For loop with variable range so slow

Recent I find my julia program cost 3.7s for each iteration while c++ only use 0.022s. By test I find for loop with variable range seems make program slow.

using SQLite, DataFrames, Statistics, Serialization, Dates, Printf



n_T = 100
for i = 1:2
    @time begin
        n = 1
        for j = 1:100
            n += j
        end
    end
end

Result:

  0.000000 seconds
  0.000000 seconds

while for:

using SQLite, DataFrames, Statistics, Serialization, Dates, Printf



n_T = 100
for i = 1:2
    @time begin
        n = 1
        for j = 1:n_T
            n += j
        end
    end
end

result:

  0.000059 seconds (180 allocations: 4.688 KiB)
  0.000012 seconds (170 allocations: 4.234 KiB)

the compilier seems not smart enough to elliminate such a simple loop.

Classic case of non-constant global variables being slow.

Put n_T in a local scope — and it’s fast again:

julia> let
       n_T = 100
       for i = 1:2
           @time begin
               n = 1
               for j = 1:n_T
                   n += j
               end
           end
       end
       end
  0.000000 seconds
  0.000000 seconds

Or make n_T constant:

julia> const n_T = 100;

julia> for i = 1:2
           @time begin
               n = 1
               for j = 1:n_T
                   n += j
               end
           end
       end
  0.000000 seconds
  0.000000 seconds

In general, accessing global variables may require allocations, making the code slower.

1 Like

(post deleted by author)

Why compilier didn’t optimize it?
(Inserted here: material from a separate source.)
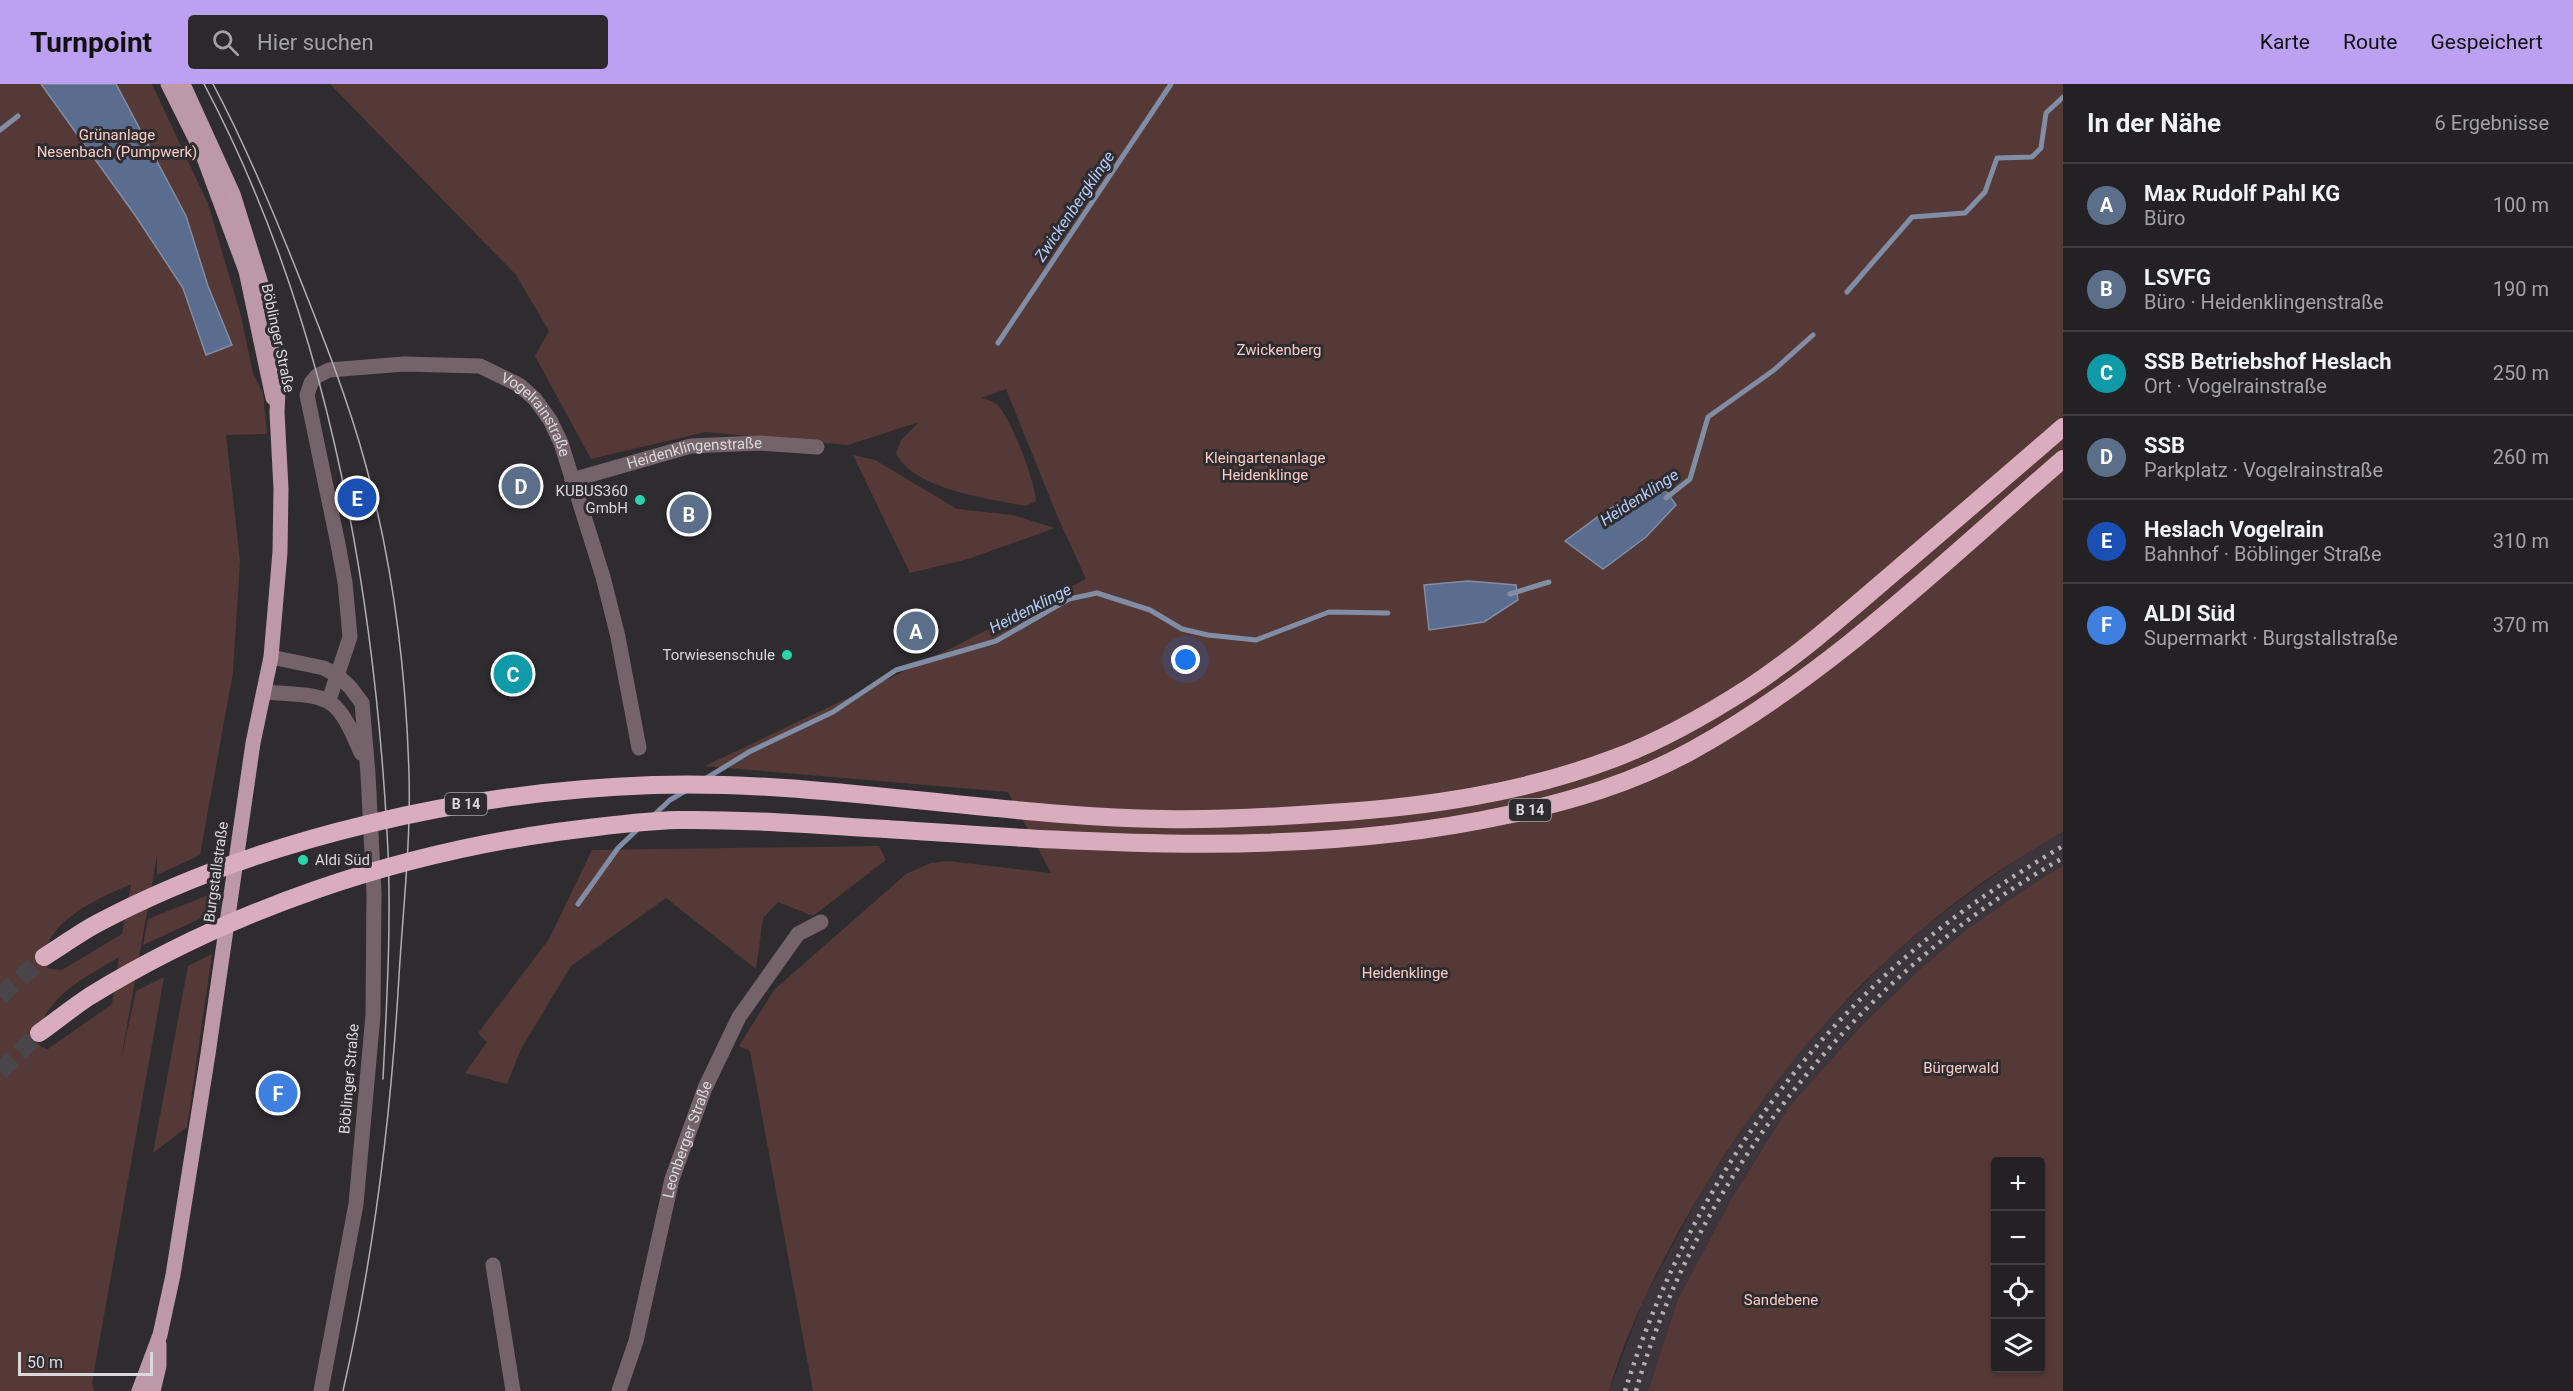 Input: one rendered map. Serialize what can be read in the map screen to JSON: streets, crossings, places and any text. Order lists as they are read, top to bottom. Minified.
{"streets":{"highway":["B 14"],"main road":["Böblinger Straße","Burgstallstraße"],"street":["Vogelrainstraße","Heidenklingenstraße","Leonberger Straße"]},"crossings":[["Böblinger Straße","Vogelrainstraße"],["Böblinger Straße","Burgstallstraße"],["Vogelrainstraße","Heidenklingenstraße"]],"water":["Zwickenbergklinge","Heidenklinge"],"parks":["Grünanlage Nesenbach (Pumpwerk)","Zwickenberg","Kleingartenanlage Heidenklinge","Heidenklinge","Bürgerwald","Sandebene"],"places":["KUBUS360 GmbH","Torwiesenschule","Aldi Süd"],"scale_bar":"50 m","page":{"header":"Turnpoint","search":"Hier suchen","nav":["Karte","Route","Gespeichert"],"heading":["In der Nähe","6 Ergebnisse"],"list":[{"mark":"A","name":"Max Rudolf Pahl KG","note":"Büro","value":"100 m"},{"mark":"B","name":"LSVFG","note":"Büro · Heidenklingenstraße","value":"190 m"},{"mark":"C","name":"SSB Betriebshof Heslach","note":"Ort · Vogelrainstraße","value":"250 m"},{"mark":"D","name":"SSB","note":"Parkplatz · Vogelrainstraße","value":"260 m"},{"mark":"E","name":"Heslach Vogelrain","note":"Bahnhof · Böblinger Straße","value":"310 m"},{"mark":"F","name":"ALDI Süd","note":"Supermarkt · Burgstallstraße","value":"370 m"}],"pins":["D","E","B","A","C","F"],"map_buttons":["+","−"],"scale":"50 m"}}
I thought this is a very basic optimization in C/C++.

Good question.

In C/C++, every program starts from main(). To make the comparison fair, you should also put your Julia code inside a function. Then you will get the expected performance.

function main()
    n_T = 100
    for i = 1:2
        @time begin
            n = 1
            for j = 1:n_T
                n += j
            end
        end
    end
end

main()

So there is more than one way to fix this:

  1. As ForceBru mentioned, use let to introduce a local scope.
  2. As ForceBru also mentioned, mark the global variable as const. This is a recommended approach.[1]
  3. Put performance-critical code inside a function. This is also a recommended approach.[2]

[1] https://docs.julialang.org/en/v1/manual/performance-tips/#Avoid-untyped-global-variables
[2] https://docs.julialang.org/en/v1/manual/performance-tips/#Performance-critical-code-should-be-inside-a-function

Yet another option is to make the global variable typed:

julia> n_T::Int = 100 # assign type!
100

julia> for i = 1:2
                  @time begin
                      n = 1
                      for j = 1:n_T
                          n += j
                      end
                  end
              end
  0.000000 seconds
  0.000000 seconds

You can subsequently assign another integer to n_T and it’ll remain fast.

As discussed here (Why is there a performance difference between global and local variables in non-interactive Julia programs?):

A global variable might have its value, and therefore its type, change at any point. This makes it difficult for the compiler to optimize code using global variables. Variables should be local, or passed as arguments to functions, whenever possible.

However, if you fix the type (like n_T::Int = 100), this is no longer a problem. This was introduced in Julia 1.8 (Types · The Julia Language):

As of Julia 1.8, type declarations can now be used in global scope i.e. type annotations can be added to global variables to make accessing them type stable.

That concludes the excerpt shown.